In a recent clinic given to professional soccer coaches I was surprised to learn that did little on improving the mechanics of the kick. They spent most of their time on strategy and instructing the youngsters on the type of kick needed for the play in question. Their emphasis was not on how well the kick was executed but each player from a biomechanical or kinesiological point of view. Their concern was more with the results of the kick rather the mechanics of the kick.
On the highest levels, spending time on the mechanics of the kick is not, maybe, very important, but the coach typically does not have the time to spend on such details. When a player reaches this level, they should have good kicking mechanics in order to execute the kicks that are needed to play well. However, in the Youth Leagues, spending more time on the mechanics of the kick can often be the difference between making the youngster a successful player that can move on in to the higher leagues, or one who will have to drop out because of his inability to improve.
To assist coaches in teaching effective kicking mechanics, it is first necessary that they understand exactly what constitutes an effective kick whether it be for power or accuracy. To do this, it is necessary to film the youngsters from the front and side and then make cinematograms of selected frames from the video. In this way, the entire kicking sequence can be seen and studied, frame by frame, to see exactly what occurred.

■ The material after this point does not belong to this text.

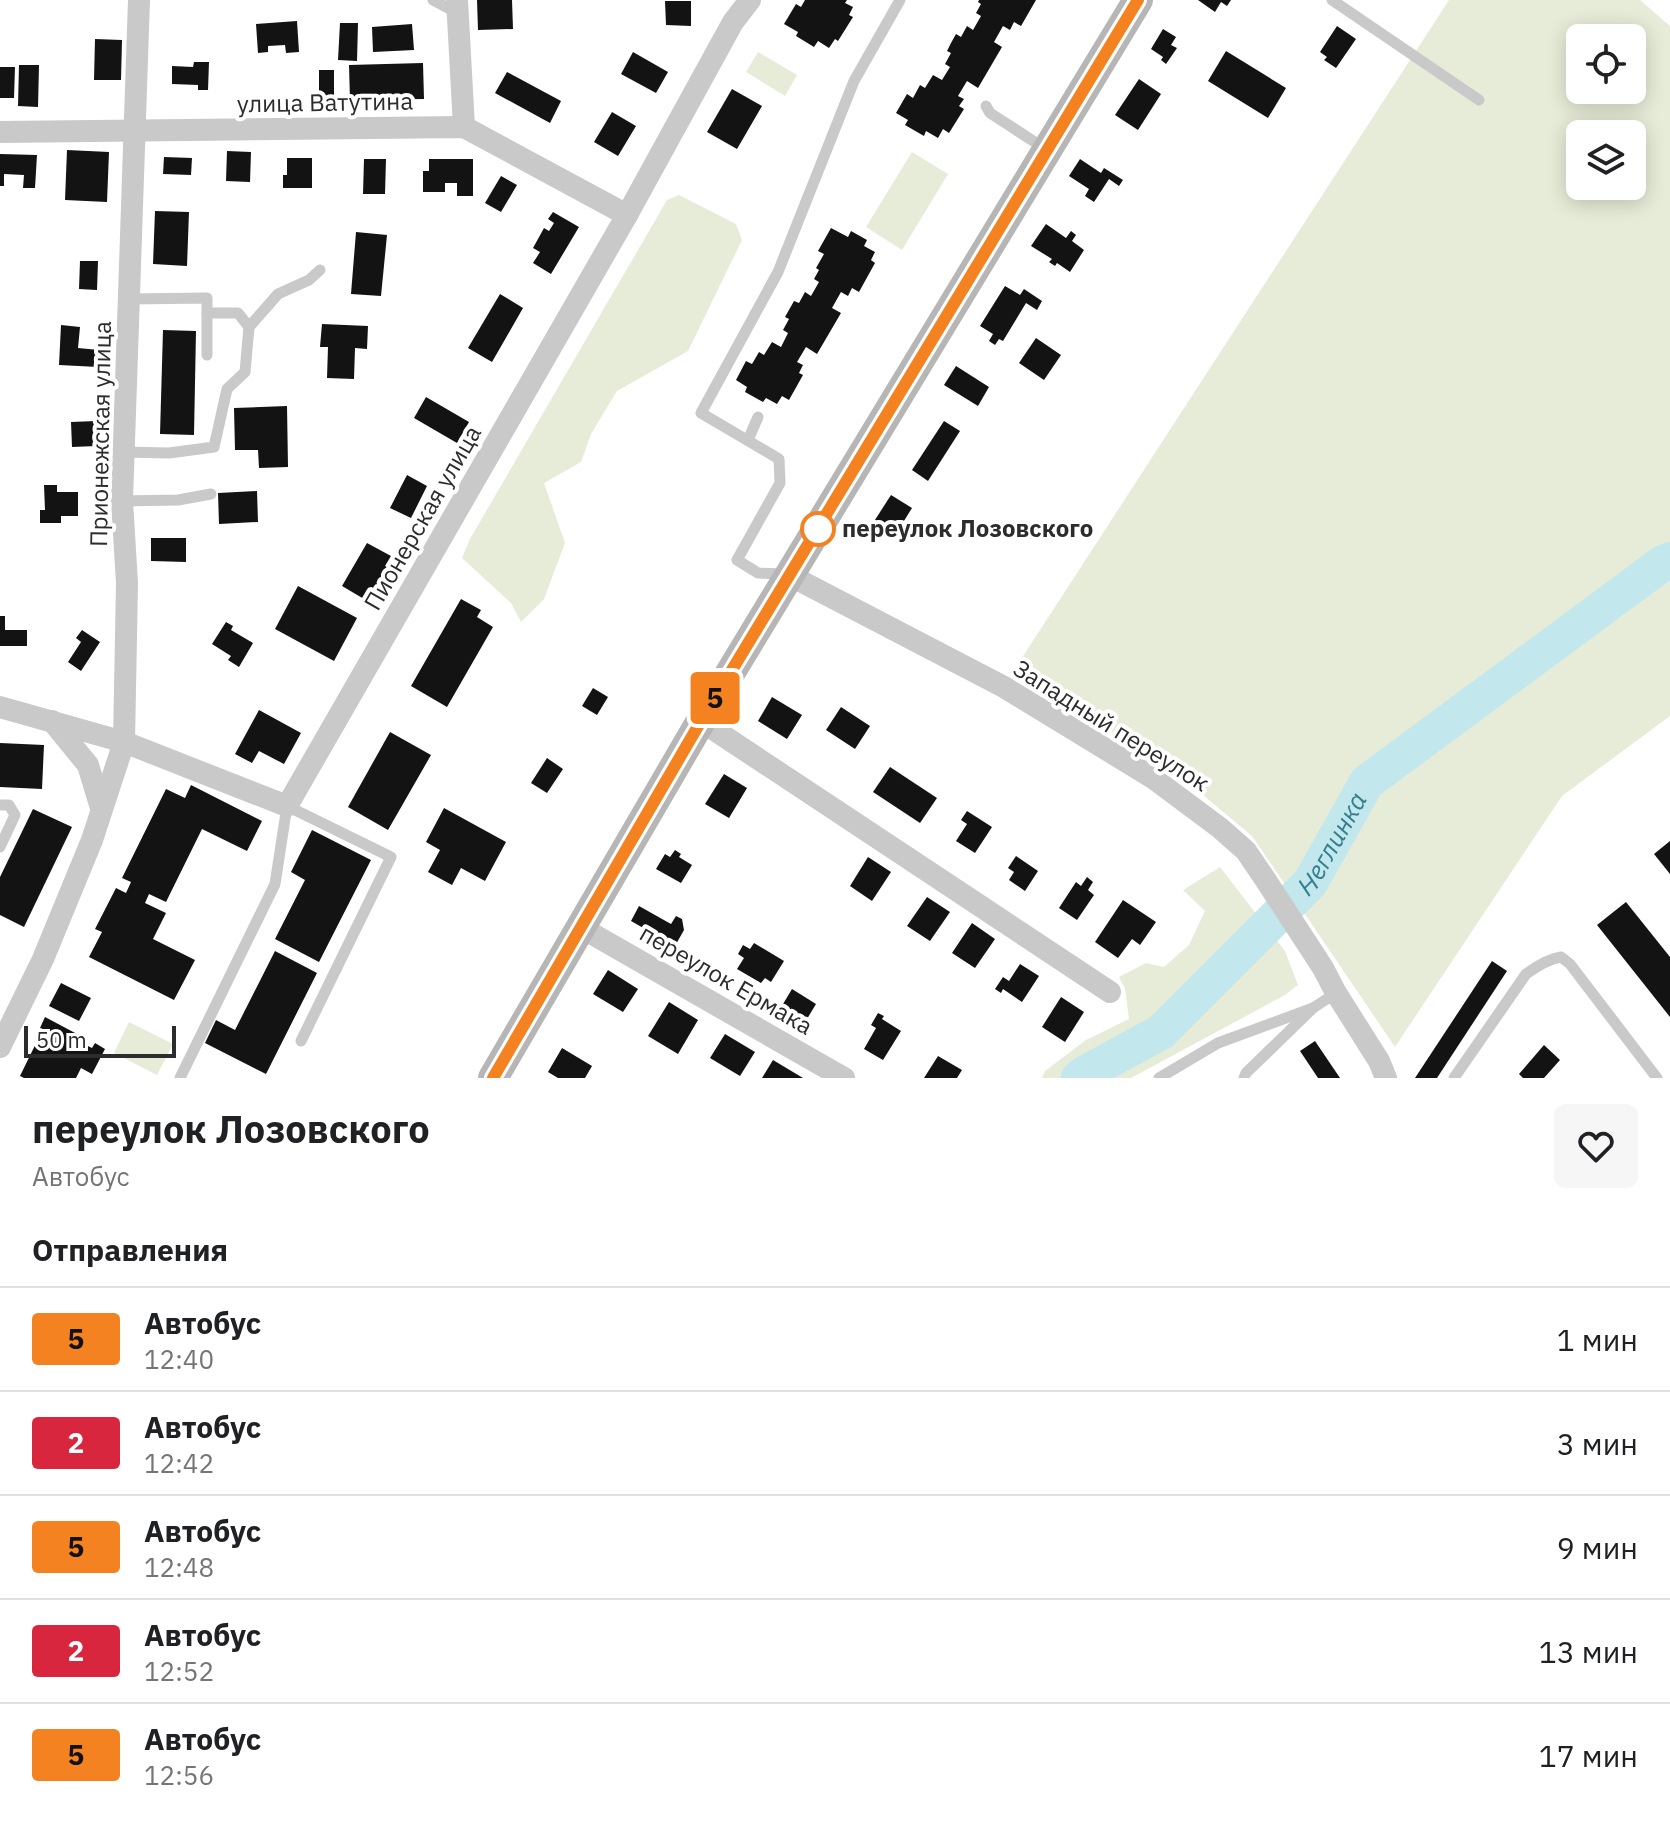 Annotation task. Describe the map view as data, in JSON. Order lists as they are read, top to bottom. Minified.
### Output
{"streets":{"street":["улица Ватутина","Прионежская улица","Пионерская улица","Западный переулок","переулок Ермака"]},"crossings":[["улица Ватутина","Прионежская улица"],["улица Ватутина","Пионерская улица"]],"water":["Неглинка"],"places":["переулок Лозовского"],"lines":["bus line 5"],"scale_bar":"50 m","page":{"on_map":"5","scale":"50 m","heading":[["переулок Лозовского","Автобус"],"Отправления"],"list":[{"mark":"5","name":"Автобус","note":"12:40","value":"1 мин"},{"mark":"2","name":"Автобус","note":"12:42","value":"3 мин"},{"mark":"5","name":"Автобус","note":"12:48","value":"9 мин"},{"mark":"2","name":"Автобус","note":"12:52","value":"13 мин"},{"mark":"5","name":"Автобус","note":"12:56","value":"17 мин"}]}}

Note that when you view a video tape at regular speed, or study or live action the eye is only capable of seeing 10 “pictures” per second. With a video camera you can record the action at 30 to 50 frames per second and at high shutter speeds to get clear pictures, even of very fast actions. Thus not only can you record more of the action but when you stop and study each frame and make cinematograms (sequence pictures from the film) you can study each frame as long as needed. Looking at a tape or film at regular speed is too fast for the eye to see the details of the action.
That the eye can not catch all the action in a kick can easily be substantiated when coaches, even those who know kicking technique well, look at sequence of pictures of a shot on goal. They can not believe how some of their players execute the kick!

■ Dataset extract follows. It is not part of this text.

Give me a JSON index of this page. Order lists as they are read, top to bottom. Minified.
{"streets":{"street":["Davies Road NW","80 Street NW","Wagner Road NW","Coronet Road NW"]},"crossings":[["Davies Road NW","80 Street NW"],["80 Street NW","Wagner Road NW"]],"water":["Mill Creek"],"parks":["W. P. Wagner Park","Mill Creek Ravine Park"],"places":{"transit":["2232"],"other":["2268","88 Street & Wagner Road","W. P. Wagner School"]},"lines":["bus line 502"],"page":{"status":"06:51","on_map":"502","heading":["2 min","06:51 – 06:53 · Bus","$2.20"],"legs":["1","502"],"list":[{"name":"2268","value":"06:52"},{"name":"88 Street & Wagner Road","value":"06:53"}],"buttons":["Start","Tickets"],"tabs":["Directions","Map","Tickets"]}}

For example, several excellent players who had “good” kicks, instead of making contact on the instep of the foot, turned the foot or leg outward to make contact on the inside of the foot as in a passing shot. They immediately turned the foot back to the front in the follow-through. Thus to the eye it appeared as though the kick was executed well, but in reality it was not.
To better understand the body actions that comprise a mechanically sound kick following is a brief analysis of a side-approach kick, i.e., approaching the ball at an angle to the direction of the kick. As the player approaches the ball he takes a long last stride and places the support leg more or less alongside the ball. (See frame _____) The exact placement of the foot is determined by the type of kick, speed of the approach, time for execution of the shot, etc.
The foot is planted so that the foot is lined up with the direction of the kick. Since the last stride is a long stride, the plant of the support leg is heel first, (See frames ____ and ____) which creates a braking force to stop forward motion. The bracing forces actually stop the lower body and the existing momentum generated in the approach to the ball is transferred to the upper body and it continues to move forward. The foot comes down to make full contact with the ground and the player leans to the side of the support leg to give the kicking leg clearance to come through without hitting the ground.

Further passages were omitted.